When you’re shopping for hardware to run LLMs locally, the conversation typically starts with NVIDIA GPUs. They have the best driver support, the most mature ecosystem, and work with everything. But here’s the problem: consumer NVIDIA cards are hitting a hard ceiling that makes them unsuitable for modern local LLM inference.

This is the first in a three-part series on hardware options in 2025. We’ll cover why NVIDIA consumer cards fall short, why Apple’s ecosystem pricing is prohibitive, and ultimately, what you should actually buy.

The 32GB Wall and custom builds

Let’s start with the most established path: NVIDIA GPUs.

NVIDIA has the best driver support, the most mature ecosystem, and the widest software compatibility. If you’re running vLLM, Transformers, or any PyTorch-based inference stack, NVIDIA just works.

The problem? Most consumer and prosumer NVIDIA cards top out at 32GB of VRAM. On top, there’s a reason why NVIDIA’s stock price is soaring. They demand a huge premium for their products:

  • RTX 5090: 32GB, 2500+ Euro
  • RTX 3090: 24GB, 1300+ Euro
  • (Professional cards like the RTX 6000 Pro Blackwell: 96GB, 8,000+ Euro)

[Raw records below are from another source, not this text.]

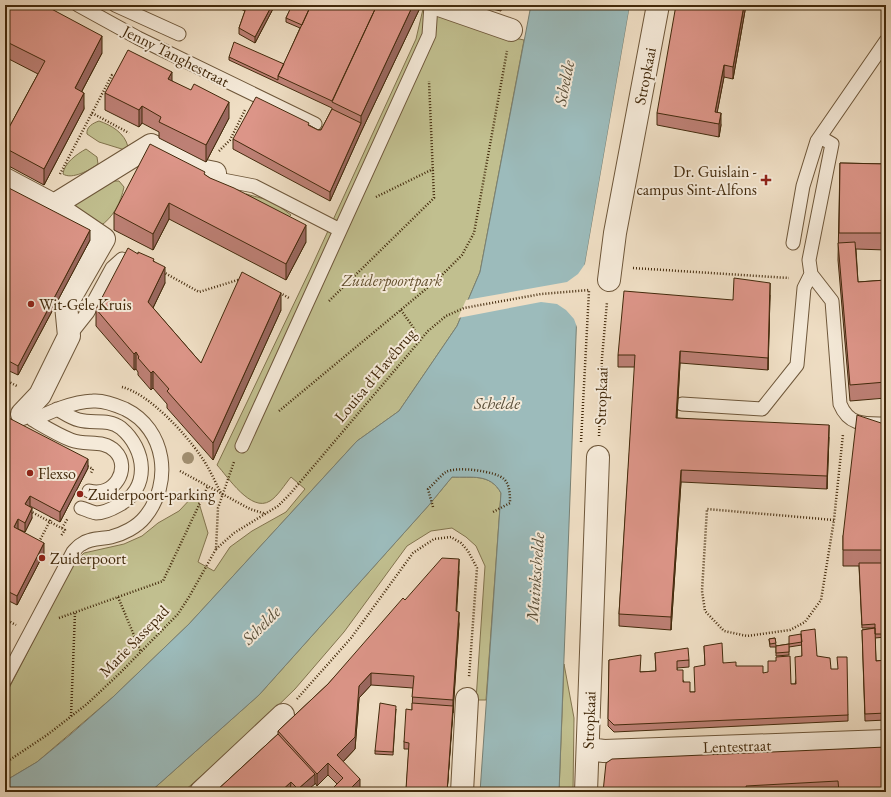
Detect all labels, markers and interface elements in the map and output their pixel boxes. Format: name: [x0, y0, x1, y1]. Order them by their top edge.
street label: Jenny Tanghestraat: [117, 19, 233, 92]
street label: Stropkaai: [629, 45, 661, 106]
water label: Schelde: [549, 58, 579, 109]
place label: Dr. Guislain - campus Sint-Alfons: [636, 161, 757, 200]
marker: Dr. Guislain - campus Sint-Alfons: [760, 174, 772, 186]
park label: Zuiderpoortpark: [341, 270, 443, 291]
place label: Wit-Gele Kruis: [39, 294, 132, 315]
marker: Wit-Gele Kruis: [26, 299, 36, 309]
street label: Louisa d'Havébrug: [330, 323, 421, 426]
street label: Stropkaai: [589, 367, 613, 425]
water label: Schelde: [473, 392, 520, 414]
place label: Flexso: [38, 463, 76, 484]
marker: Flexso: [25, 468, 35, 478]
place label: Zuiderpoort-parking: [88, 484, 216, 505]
marker: Zuiderpoort-parking: [75, 489, 85, 499]
water label: Muinkschelde: [521, 531, 549, 623]
place label: Zuiderpoort: [50, 548, 126, 569]
marker: Zuiderpoort: [37, 553, 47, 563]
street label: Marie Sassepad: [94, 600, 174, 681]
water label: Schelde: [236, 601, 285, 650]
street label: Stropkaai: [577, 691, 601, 749]
street label: Lentestraat: [702, 734, 772, 758]

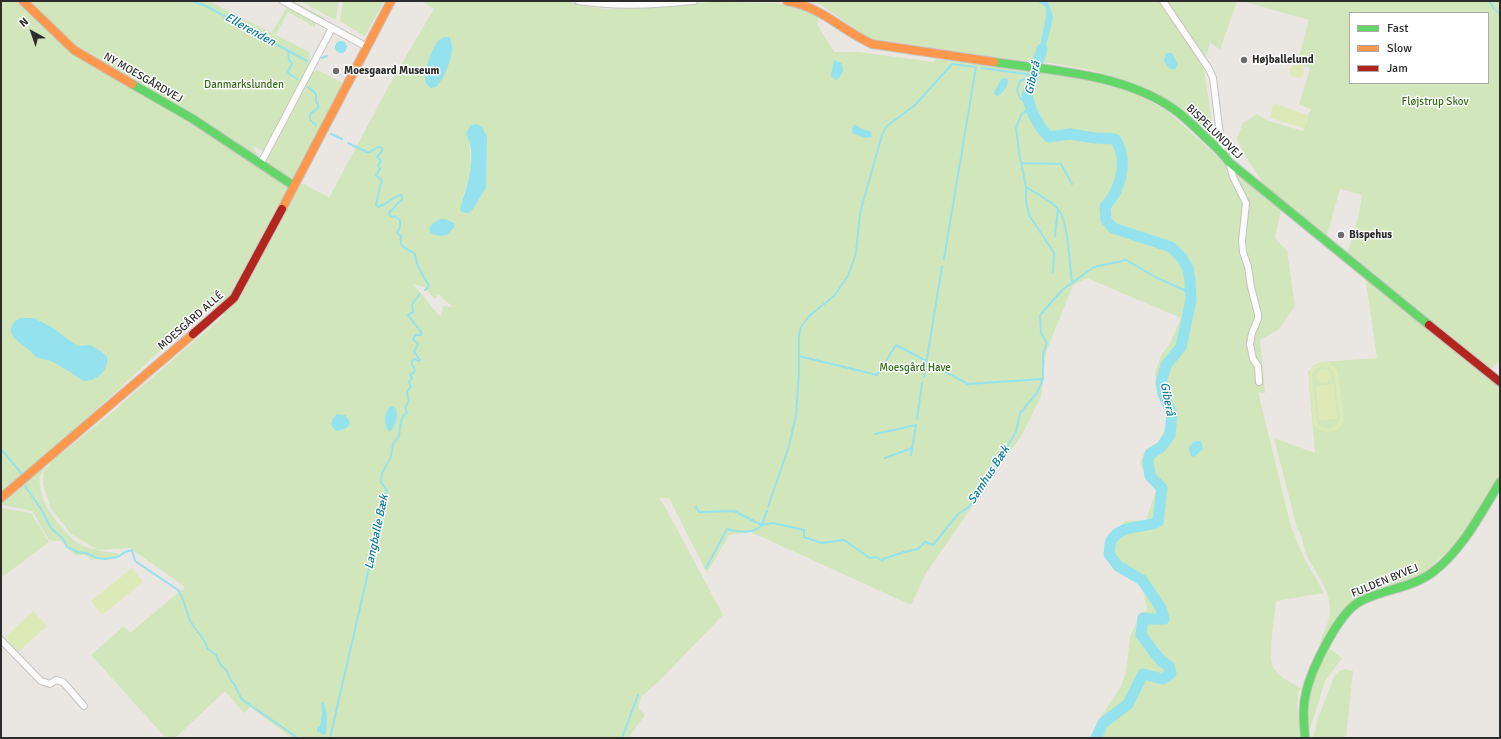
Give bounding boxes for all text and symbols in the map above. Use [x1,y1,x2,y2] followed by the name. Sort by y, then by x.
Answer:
[222,10,278,50] water label: Ellerenden
[12,12,52,52] north arrow
[1349,12,1489,84] legend
[17,15,31,30] text: N
[1387,21,1408,36] text: Fast
[1387,41,1412,56] text: Slow
[101,50,185,106] street label: NY MOESGÅRDVEJ
[1252,53,1314,67] place label: Højballelund
[1239,55,1249,65] marker: Højballelund
[1022,60,1044,96] water label: Giberå
[1387,61,1408,76] text: Jam
[344,64,439,78] place label: Moesgaard Museum
[331,66,341,76] marker: Moesgaard Museum
[204,78,284,92] park label: Danmarkslunden
[1402,95,1468,109] park label: Fløjstrup Skov
[1183,102,1245,162] street label: BISPELUNDVEJ
[1349,228,1392,242] place label: Bispehus
[1336,230,1346,240] marker: Bispehus
[156,289,226,353] street label: MOESGÅRD ALLÉ
[879,361,951,375] park label: Moesgård Have
[1157,381,1177,417] water label: Giberå
[965,443,1013,507] water label: Samhus Bæk
[362,494,392,570] water label: Langballe Bæk
[1349,562,1421,600] street label: FULDEN BYVEJ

With one of these in the shoppingcart you just have the graphics card, leaving out the remaining components like CPU, RAM, SSDs, power supply and a case to house it all. There is no standard around building this, everything is possible. While this may sound cool, this is a maintenance nightmare. Do I see this special behavior on this machine because I have an Intel CPU and an ASUS motherboard? You can never rule this out, and usually you don’t have a second system to do a comparison with easily. Stability requires uniformity, there’s no way around it.

Quantization Explained

Before we talk about memory constraints, let’s understand how model size changes with quantization.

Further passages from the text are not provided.